Don’t Believe the Hype About ‘Socially Responsible’ Investing
Want to make money and help the world, too?
Wall Street says you can!
If you invest in “socially responsible” funds, say big investment funds like BlackRock, Parnassus, TIAA-CREF, etc., then they’ll do good things for the world, and your retirement funds will grow.
These funds obsess about what they call Environmental, Social, and Governance factors. For example, Parnassus says it picks investments based on “their environmental impact, how they treat their employees, the quality of their relationships with local communities.”
People believe. More than $100 billion poured in just in the first half of this year.
But I won’t invest. My new video explains why.
One popular “socially responsible” fund, Generation Investments, is run by former Vice President Al Gore. His website claims they invest in “sustainable” companies that do things “consistent with a low-carbon, prosperous, equitable, healthy and safe society.”
If you don’t invest, Gore warns, you’ll miss out on “the single largest investment opportunity in all of history. He says, “Sustainability can actually enhance returns!”
They do enhance his returns. The management fees help him pay for his many homes.
ESG funds probably won’t do as much for you, if you invest.
“I’ve had a lot of experience looking at these types of investments,” says Thomas Hogan, senior research fellow at the American Institute for Economic Research. “They don’t actually accomplish the goals of being environmentally or socially responsible.”
Al Gore’s Generations Investments, for example.
“They’re not really making socially conscious investments,” says Hogan. “Their No. 1 holding is Alphabet, parent company of Google. They’re just buying, basically, regular companies.”
So, why do people invest?
“It makes people feel good,” says Hogan.
Some “green” investment funds did well lately because oil prices dropped. But most will give you lower returns because they charge higher fees.
A Pacific Research Institute report found that their fees average 0.7 percent per year, which meant, over 10 years, the “green” portfolio was worth about 40 percent less than what you would have gained had you bought an S&P 500 index fund.
On top of that, what Wall Street calls “sustainable” or “social impact” investing is often just marketing.
Parnassus’ brags that it owns US Foods and Clorox. What’s special about them? Parnassus says food and cleaning supplies help meet U.N. sustainability goals like “nutrition” and “sanitation.” Give me a break. US Foods and Clorox make good products, but there’s nothing uniquely responsible about them.
The Boston Trust Walden ESG Impact Report brags about its activism, as if as lobbying for bigger government helped the world. They promote their lobbying for the Paris climate accord (see my video on why that’s a bad idea) and for tougher workplace regulations in Bangladesh. Do they not know that tougher regulations make employment more costly, leaving more people more desperate?
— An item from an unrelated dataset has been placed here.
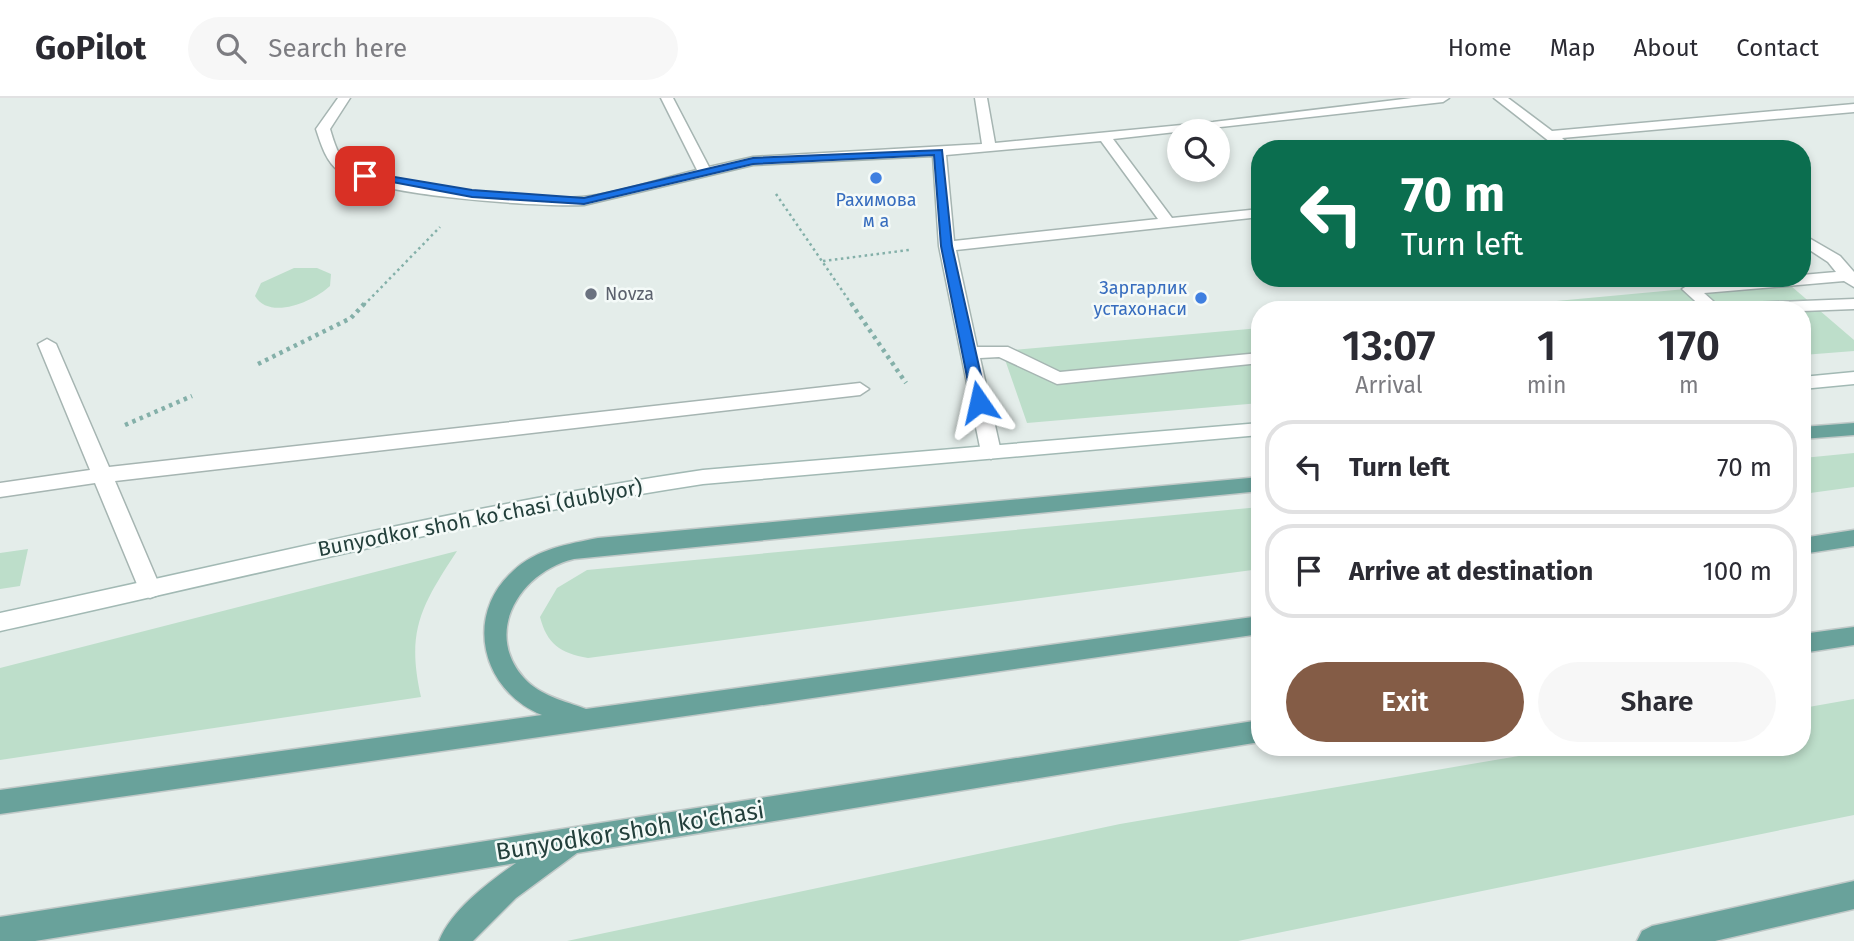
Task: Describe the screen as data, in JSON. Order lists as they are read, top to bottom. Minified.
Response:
{"streets":{"main road":["Bunyodkor shoh ko'chasi"],"street":["Bunyodkor shoh koʻchasi (dublyor)"]},"places":["Рахимова м а","Novza","Заргарлик устахонаси"],"page":{"header":"GoPilot","search":"Search here","nav":["Home","Map","About","Contact"],"turn":["70 m","Turn left"],"eta":["13:07","Arrival","1","min","170","m"],"list":[{"name":"Turn left","value":"70 m"},{"name":"Arrive at destination","value":"100 m"}],"buttons":["Exit","Share"]}}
BlackRock’s socially “aware” fund brags that it gives you 2.62 percent more exposure to gender diverse boards. 2.6 percent? So what? Their “environmentally aware” fund also invests in Chevron and Exxon.
I asked BlackRock about these examples, but they never got back to us with an answer.
Worse, some of today’s “environmentally responsible” funds probably harm the environment.
For example, most “green” funds wouldn’t invest in the Keystone pipeline, but pipelines are much better for the environment than the alternative: hauling oil by train and truck.
Some “green” investors oppose fracking, but the United States led all countries in reducing carbon emissions mostly because fracking’s natural gas reduces demand for coal and high carbon oil.
The ugly truth is that most so-called responsible investment funds charge more to sell feel-good nonsense that accomplishes nothing.
Instead, suggests Hogan, invest in any company that produces things people want. All those companies “(create) a lot of value for society.”
I save money by investing in passive investments funds and exchange-traded funds that don’t charge fat fees. They grow our economy without misleading people about “sustainability”—or enriching Al Gore.